Echó la flecha hacia atrás, la elevó para que su trayectoria se prolongara todo lo posible, y la disparó. La flecha surcó el cielo con el cordel detrás. Glyneth y Dhrun corrieron a coger el cordel. A una señal de Shimrod lo sujetaron a un sólido merlón del otro extremo del techo. De inmediato el hilo se engrosó, convirtiéndose en un cable de fibras trenzadas de cinco centímetros de diámetro. En el Tac, una cuadrilla de hombres lo tensó apoyándoselo en los hombros.

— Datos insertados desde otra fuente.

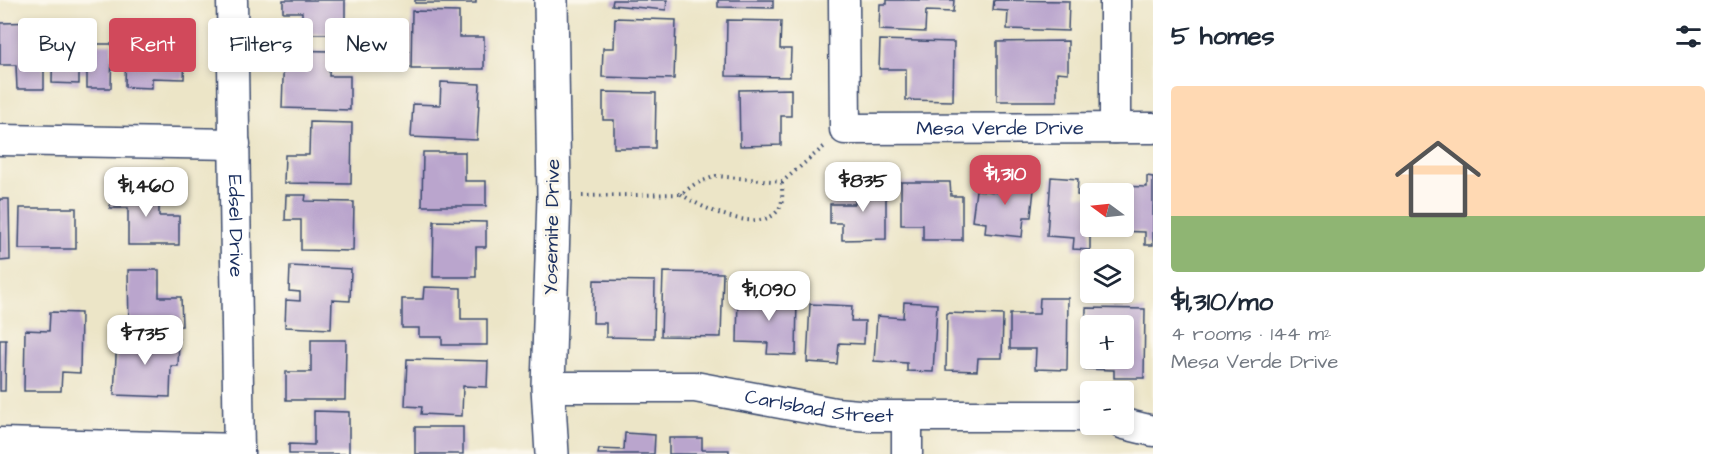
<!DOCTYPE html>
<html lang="en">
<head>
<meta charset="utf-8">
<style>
  :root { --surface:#fff; --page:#f6f6f7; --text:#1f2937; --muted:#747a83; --accent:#d1495b }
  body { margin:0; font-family:"Architects Daughter",sans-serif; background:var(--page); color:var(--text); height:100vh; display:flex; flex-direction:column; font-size:22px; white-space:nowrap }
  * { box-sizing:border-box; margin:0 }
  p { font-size:20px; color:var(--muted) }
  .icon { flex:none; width:33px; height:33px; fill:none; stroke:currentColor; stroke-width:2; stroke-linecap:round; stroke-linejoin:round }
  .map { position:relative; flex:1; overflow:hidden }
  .sheet { display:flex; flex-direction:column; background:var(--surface); width:570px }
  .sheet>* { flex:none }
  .guide { position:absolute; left:18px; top:18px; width:570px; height:54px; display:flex; gap:12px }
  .needle { width:39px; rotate:285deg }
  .fabs { position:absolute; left:1080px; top:183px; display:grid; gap:12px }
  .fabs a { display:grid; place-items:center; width:54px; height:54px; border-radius:6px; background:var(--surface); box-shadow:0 3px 9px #0003; font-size:30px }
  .price { position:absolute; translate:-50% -51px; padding:0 14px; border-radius:12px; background:#fff; color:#222; font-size:20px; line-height:39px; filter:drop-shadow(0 2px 3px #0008) }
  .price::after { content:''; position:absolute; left:50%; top:36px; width:18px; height:14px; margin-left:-9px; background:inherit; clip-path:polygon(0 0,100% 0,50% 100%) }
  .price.active { background:var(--accent); color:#fff }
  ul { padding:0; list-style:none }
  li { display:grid; align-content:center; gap:12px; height:318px; padding:0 18px }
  li span { display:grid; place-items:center; height:186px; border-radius:6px; color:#555 }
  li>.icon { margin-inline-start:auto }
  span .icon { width:108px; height:108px; fill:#fffc; stroke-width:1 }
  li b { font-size:26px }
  h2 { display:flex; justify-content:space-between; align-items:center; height:72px; padding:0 18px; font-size:26px }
  .pill { padding:0 21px; border-radius:6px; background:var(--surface); box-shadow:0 3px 9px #0003; font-size:21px; line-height:54px }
  .pill.active { background:var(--accent); color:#fff }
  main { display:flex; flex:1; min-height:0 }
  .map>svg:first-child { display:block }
  .building { fill:#baa5cd; fill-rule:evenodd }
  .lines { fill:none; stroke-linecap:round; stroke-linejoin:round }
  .minor-casing { stroke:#3a4a6e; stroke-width:33 }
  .tertiary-casing { stroke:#3a4a6e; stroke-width:36 }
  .path { stroke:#3a4a6e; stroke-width:4; stroke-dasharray:1.5 4.5; stroke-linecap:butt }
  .minor { stroke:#fff; stroke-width:30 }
  .tertiary { stroke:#fff; stroke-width:33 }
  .labels { text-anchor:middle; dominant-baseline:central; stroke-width:6; stroke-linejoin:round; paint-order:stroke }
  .street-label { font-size:20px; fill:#1b2f5e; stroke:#fbf7ec }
</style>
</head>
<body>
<main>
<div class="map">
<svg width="1153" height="454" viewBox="0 0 1153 454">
  <rect width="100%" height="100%" fill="#fbf7ec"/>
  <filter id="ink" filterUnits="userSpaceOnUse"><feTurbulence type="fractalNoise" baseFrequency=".0167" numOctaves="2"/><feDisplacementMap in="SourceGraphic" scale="12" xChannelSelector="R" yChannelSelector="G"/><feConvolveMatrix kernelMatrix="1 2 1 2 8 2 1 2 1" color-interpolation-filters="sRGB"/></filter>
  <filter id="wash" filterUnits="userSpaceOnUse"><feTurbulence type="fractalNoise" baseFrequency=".008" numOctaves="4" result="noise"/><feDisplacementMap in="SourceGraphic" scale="24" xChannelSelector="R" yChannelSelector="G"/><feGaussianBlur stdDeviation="1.35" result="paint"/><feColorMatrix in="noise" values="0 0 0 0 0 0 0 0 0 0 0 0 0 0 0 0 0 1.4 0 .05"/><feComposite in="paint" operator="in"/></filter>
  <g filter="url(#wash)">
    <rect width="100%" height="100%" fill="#ece5c7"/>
    <g id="blocks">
      <path class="building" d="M 283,0 L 345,0 L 345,34 L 302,34 L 302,12 L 283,12 Z
        M 415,0 L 476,0 L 476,3 L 415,3 Z
        M 613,0 L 667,0 L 666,10 L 612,5 Z
        M 718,0 L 773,0 L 773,8 L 718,7 Z
        M 887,0 L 954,0 L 953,12 L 926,11 L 925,32 L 879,30 L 880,4 L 887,4 Z
        M 994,0 L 1069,1 L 1068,31 L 1007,29 L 1008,11 L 993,10 Z
        M 412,11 L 459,12 L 459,37 L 484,37 L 484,69 L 411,69 Z
        M 615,18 L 676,20 L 674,79 L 602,77 L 603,48 L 614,48 Z
        M 727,20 L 781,21 L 780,49 L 791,49 L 790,77 L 726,76 Z
        M 44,22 L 44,89 L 17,89 L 16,65 L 0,65 L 0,23 Z
        M 53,23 L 86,23 L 85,44 L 112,44 L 111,88 L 87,88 L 87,73 L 79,73 L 79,84 L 52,83 Z
        M 151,24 L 186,25 L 184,79 L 152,78 L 152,88 L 125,87 L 126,43 L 150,44 Z
        M 880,40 L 954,42 L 953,101 L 906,100 L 906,69 L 879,69 Z
        M 1068,41 L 1068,73 L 1057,72 L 1057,101 L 997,101 L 997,42 Z
        M 284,50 L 330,51 L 329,76 L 350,76 L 350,110 L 282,108 Z
        M 441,82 L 480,84 L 477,140 L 411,137 L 413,104 L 440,105 Z
        M 791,89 L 791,116 L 781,116 L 781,145 L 740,146 L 739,90 Z
        M 603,92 L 656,93 L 655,148 L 614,148 L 614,120 L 603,120 Z
        M 310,122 L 352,123 L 351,184 L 284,183 L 285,155 L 309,155 Z
        M 423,152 L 465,152 L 465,181 L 486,181 L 486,206 L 422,206 Z
        M 998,176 L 1035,180 L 1031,217 L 1024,217 L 1022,237 L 985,233 L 986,223 L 972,221 L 976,190 L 996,192 Z
        M 1147,176 L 1153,177 L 1153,245 L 1145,245 L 1145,232 L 1115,231 L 1115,226 L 1124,226 L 1124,194 L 1117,194 L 1117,186 L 1147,187 Z
        M 1051,177 L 1078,179 L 1077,195 L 1090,196 L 1090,250 L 1073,249 L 1074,238 L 1047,236 Z
        M 886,182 L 886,239 L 842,240 L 842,223 L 830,223 L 830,204 L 855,204 L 855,183 Z
        M 901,182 L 950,182 L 951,196 L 962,196 L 962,240 L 923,240 L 923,225 L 901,225 Z
        M 110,189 L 159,189 L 159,216 L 179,216 L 179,245 L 128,245 L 128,208 L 110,208 Z
        M 286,195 L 306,195 L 305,201 L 354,202 L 353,251 L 301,250 L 301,220 L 285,220 Z
        M 0,199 L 9,199 L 10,260 L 0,261 Z
        M 20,208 L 76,208 L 76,249 L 19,249 Z
        M 434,221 L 486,222 L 486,247 L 476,247 L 476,277 L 433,277 Z
        M 290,266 L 351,269 L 350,301 L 332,300 L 331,329 L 285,327 L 286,300 L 300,301 L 300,292 L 289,291 Z
        M 128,270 L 159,270 L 159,297 L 181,297 L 182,326 L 129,327 Z
        M 663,272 L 723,273 L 721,337 L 661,336 Z
        M 594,280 L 655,281 L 654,338 L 606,337 L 606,323 L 593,323 Z
        M 424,287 L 461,288 L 461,319 L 487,319 L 487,345 L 442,345 L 442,337 L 419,337 L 419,328 L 402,328 L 402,299 L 423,299 Z
        M 738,295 L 797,296 L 796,355 L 767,354 L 768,343 L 737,342 Z
        M 1040,298 L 1068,298 L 1067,370 L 1035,369 L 1036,349 L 1010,349 L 1010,314 L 1039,314 Z
        M 904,302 L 937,304 L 933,372 L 907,371 L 907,363 L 874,361 L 877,316 L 903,318 Z
        M 810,304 L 852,306 L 851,321 L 865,321 L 864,344 L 839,343 L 837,364 L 807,362 Z
        M 1086,308 L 1145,309 L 1144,378 L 1114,378 L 1114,370 L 1085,369 ZM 1090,326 L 1124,326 L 1124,358 L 1090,358 Z
        M 50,312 L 81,313 L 80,373 L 62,372 L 61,391 L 24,391 L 25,330 L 49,331 Z
        M 947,313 L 1003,315 L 1002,358 L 978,358 L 977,371 L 946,370 Z
        M 117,337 L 179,339 L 178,366 L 171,366 L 170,397 L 114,395 Z
        M 0,340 L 6,340 L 5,391 L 0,391 Z
        M 311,340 L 346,340 L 345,400 L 286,400 L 286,372 L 311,372 Z
        M 407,359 L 488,361 L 487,387 L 463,386 L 462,416 L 421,414 L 422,407 L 405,406 Z
        M 314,411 L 349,412 L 349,454 L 289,454 L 289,444 L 314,445 Z
        M 415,427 L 463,427 L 463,454 L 415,454 Z
        M 625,433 L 655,435 L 654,454 L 598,454 L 599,449 L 624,450 Z
        M 669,438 L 702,438 L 702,450 L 729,450 L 729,454 L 669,454 Z"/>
    </g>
  </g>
  <g filter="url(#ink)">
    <use href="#blocks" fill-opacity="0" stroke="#3a4a6e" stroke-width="1.5"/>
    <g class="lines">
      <defs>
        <g id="minor">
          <path id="s1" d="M 232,0 L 239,454"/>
          <path id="s2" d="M 844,0 L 845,129 L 1153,128"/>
          <path d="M 1115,0 L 1115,128"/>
          <path d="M 0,140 L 235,144"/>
          <path id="s3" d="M 548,387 L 695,387 L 835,413 L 870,416 L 1079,416 L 1090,418"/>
          <path d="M 907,417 L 907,454"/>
          <path d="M 1124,424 L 1153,431"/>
          <path d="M 0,443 L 239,449"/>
        </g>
        <path id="tertiary" d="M 551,0 L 554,197 L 548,387 L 552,454"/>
      </defs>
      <use href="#minor" class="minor-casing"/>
      <use href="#tertiary" class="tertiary-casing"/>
      <path class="path" d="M 681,194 C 700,208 767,239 781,205 C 783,199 782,189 782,182
        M 582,196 L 681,194 L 695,184 L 716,176 L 782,182 L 826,145"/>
      <use href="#minor" class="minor"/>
      <use href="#tertiary" class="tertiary"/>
    </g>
  </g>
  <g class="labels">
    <g class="street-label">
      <text stroke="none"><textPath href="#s2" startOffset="284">Mesa Verde Drive</textPath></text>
      <text stroke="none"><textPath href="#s1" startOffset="226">Edsel Drive</textPath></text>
      <text transform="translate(552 227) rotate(-89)">Yosemite Drive</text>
      <text stroke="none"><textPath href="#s3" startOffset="273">Carlsbad Street</textPath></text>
    </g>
  </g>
</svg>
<div class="fabs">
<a><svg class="needle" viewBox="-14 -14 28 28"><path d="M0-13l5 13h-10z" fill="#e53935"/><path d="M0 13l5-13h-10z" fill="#747a83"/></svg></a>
<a><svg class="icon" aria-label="layers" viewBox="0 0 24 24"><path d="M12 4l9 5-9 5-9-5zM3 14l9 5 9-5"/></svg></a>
<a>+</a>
<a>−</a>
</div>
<b class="price active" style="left:1005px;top:206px">$1,310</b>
<b class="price" style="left:863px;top:213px">$835</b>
<b class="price" style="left:146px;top:218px">$1,460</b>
<b class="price" style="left:769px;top:322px">$1,090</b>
<b class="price" style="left:145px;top:366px">$735</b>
<div class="guide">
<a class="pill">Buy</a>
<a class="pill active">Rent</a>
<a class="pill">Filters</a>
<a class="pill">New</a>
</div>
</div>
<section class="sheet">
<h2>5 homes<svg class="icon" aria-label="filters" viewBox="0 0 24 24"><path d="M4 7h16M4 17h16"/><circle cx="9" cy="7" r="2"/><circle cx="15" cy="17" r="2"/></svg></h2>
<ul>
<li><span style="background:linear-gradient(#ffd9b3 70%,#8fb573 0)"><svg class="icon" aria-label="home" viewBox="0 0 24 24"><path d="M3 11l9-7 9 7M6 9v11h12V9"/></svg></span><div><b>$1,310/mo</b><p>4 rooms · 144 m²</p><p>Mesa Verde Drive</p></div></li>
</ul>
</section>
</main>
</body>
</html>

En la sala situada tres pisos más abajo, Carfilhiot esperaba melancólicamente, pero con el alivio de creer que había detenido ingeniosamente el ataque. ¿Qué ocurriría a continuación? Todo estaba en movimiento; las condiciones debían cambiar. Ejercitaría su más agudo ingenio, su mejor talento para la improvisación, para que esta situación desfavorable le reportara el mayor beneficio. Pero, a pesar de todo, una inquietante convicción se le deslizó en la mente como una sombra oscura. Tenía muy poco margen de maniobra. Su mayor esperanza, Tamurello, le había fallado. Aunque pudiera mantener a Dhrun y Glyneth en el techo indefinidamente, no podría resistir un sitio para siempre. Soltó una exclamación de angustia. Era hora de hacer concesiones, de actuar con afabilidad y llegar a un trato conveniente. ¿Qué condiciones le ofrecerían sus enemigos? Si entregaba a sus cautivos y los artefactos de Shimrod, quizá lo dejaran controlar el Valle. O tal vez no. ¿Y el castillo? Tampoco, tal vez. Arriba había silencio. ¿Qué sucedería en el Cerro Tac? Carfilhiot imaginó a sus enemigos de pie al borde del peñasco, maldiciendo al viento. Fue a la ventana y miró hacia arriba. Vio el cable que cruzaba el cielo y soltó un grito sobresaltado. En el borde del Tac vislumbró a unos hombres que se disponían a deslizarse por la cuerda. Corrió hacia la escalera y llamó a Robnet, su capitán, pidiéndole que enviara un pelotón al tejado.